Ten million users across the globe except the European Union states have signed up for Meta’s newly launched Threads app in its first seven hours.

This was revealed by the company’s chief Mark Zuckerberg as he said he pitched the app as a “friendly” rival to Twitter, which was bought by Elon Musk in October.

Speaking about the launch of Threads, Zuckerberg said keeping the platform “friendly… will ultimately be the key to its success”.

When asked on Threads whether the app will be “bigger than Twitter”, Mr Zuckerberg said: “It’ll take some time, but I think there should be a public conversations app with 1 billion+ people on it.

“Twitter has had the opportunity to do this but hasn’t nailed it. Hopefully we will.”

Zuckerberg disclosed that his company sought to attract users from Elon Musk’s troubled platform through an offer of lengthier posts.

According to the Guardian UK, the Facebook and Instagram owner brought forward the app’s debut by 15 hours to 7:00 pm on Wednesday in the United States and Thursday midnight in the United Kingdom.

The inauguration of the app was freely available in 100 countries on the Apple and Google app stores, but regulatory concerns have revealed that it will not be available in the European Union (EU).

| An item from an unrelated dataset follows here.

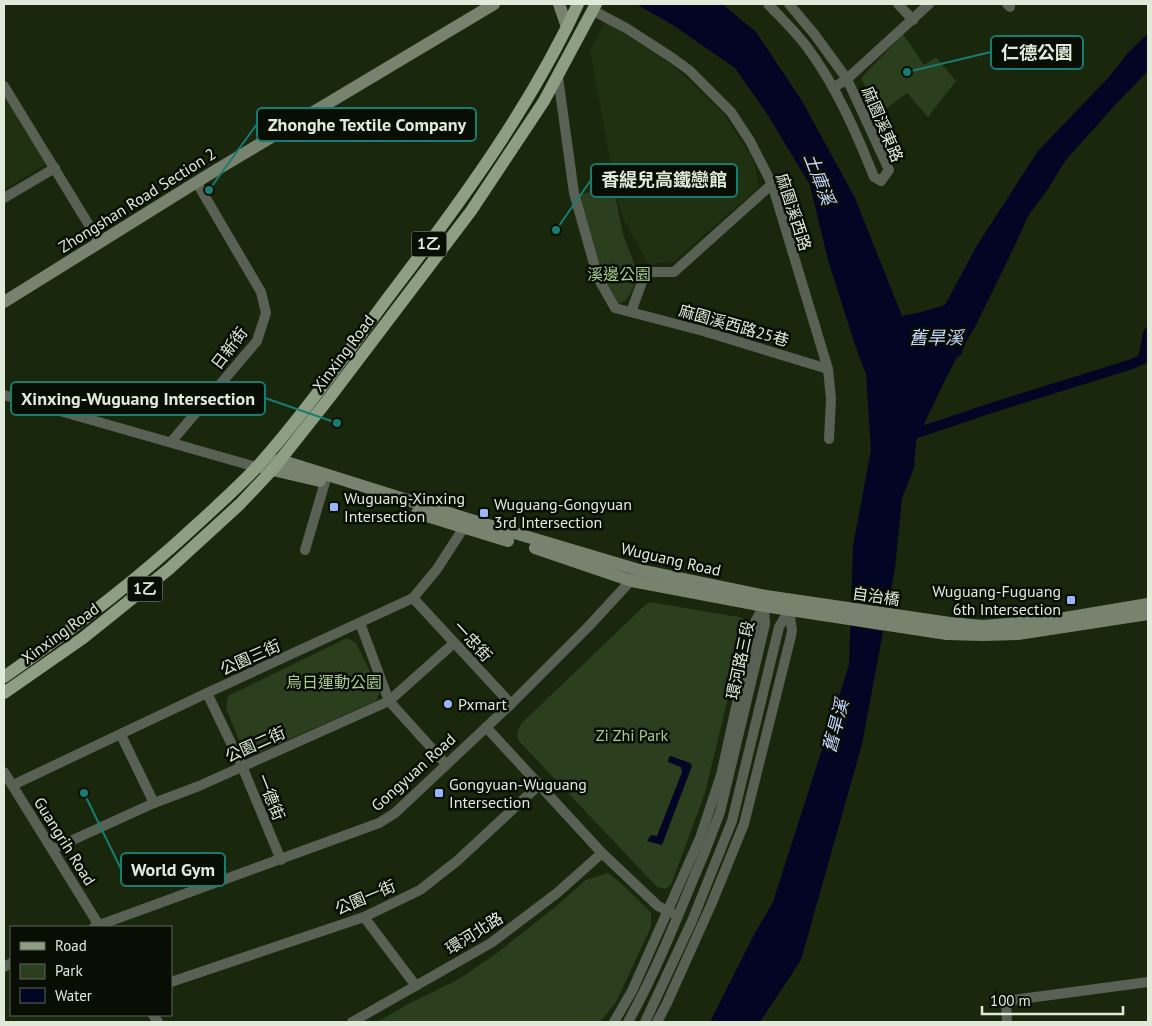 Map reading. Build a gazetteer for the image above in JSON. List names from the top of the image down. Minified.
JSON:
{"streets":{"main road":["Zhongshan Road Section 2","1乙","Xinxing Road","Wuguang Road","自治橋"],"street":["麻園溪東路","麻園溪西路","麻園溪西路25巷","日新街","一忠街","公園三街","環河路三段","公園二街","Gongyuan Road","一德街","Guangrih Road","公園一街","環河北路"]},"crossings":[["Zhongshan Road Section 2","日新街"],["麻園溪西路","麻園溪西路25巷"],["麻園溪西路","Xinxing Road"],["麻園溪西路25巷","Xinxing Road"],["Xinxing Road","Wuguang Road"],["Wuguang Road","自治橋"],["Wuguang Road","公園三街"],["Wuguang Road","環河路三段"],["Wuguang Road","Gongyuan Road"],["一忠街","公園三街"],["一忠街","公園二街"],["一忠街","Gongyuan Road"],["公園三街","一德街"],["公園三街","Guangrih Road"],["公園二街","一德街"],["公園二街","Guangrih Road"],["Gongyuan Road","一德街"]],"water":["土庫溪","舊旱溪"],"parks":["溪邊公園","烏日運動公園","Zi Zhi Park"],"places":{"other":["仁德公園","Zhonghe Textile Company","香緹兒高鐵戀館","Xinxing-Wuguang Intersection","Pxmart","World Gym"],"transit":["Wuguang-Xinxing Intersection","Wuguang-Gongyuan 3rd Intersection","Wuguang-Fuguang 6th Intersection","Gongyuan-Wuguang Intersection"]},"legend":["Road","Park","Water"],"scale_bar":"100 m"}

Brands such as Billboard, HBO, NPR and Netflix had accounts set up within minutes of launch. Meta said initial celebrity backers included Shakira and Gordon Ramsay, with a recent report suggesting that Oprah Winfrey and the Dalai Lama had also been approached.

Thread users will need an Instagram account to log in. Once they have signed up, they can choose to follow the same accounts they follow on Instagram, if they too have joined the new app.

The app closely resembles Twitter visually, although some of the wording has been changed, with retweets called “reposts” and tweets called “threads”. 

Meta has not been averse to copying rival products in the past, including the 2020 launch of Instagram’s Reels feature, noted for its similarity to TikTok’s short-form videos.

Posts on Threads can be 500 characters long, compared with 280 for most Twitter users, and videos of up to five minutes in length can be posted while a post can be shared as a link on other platforms. Users can unfollow, block, restrict or report others. Users can also filter out replies with certain words in them.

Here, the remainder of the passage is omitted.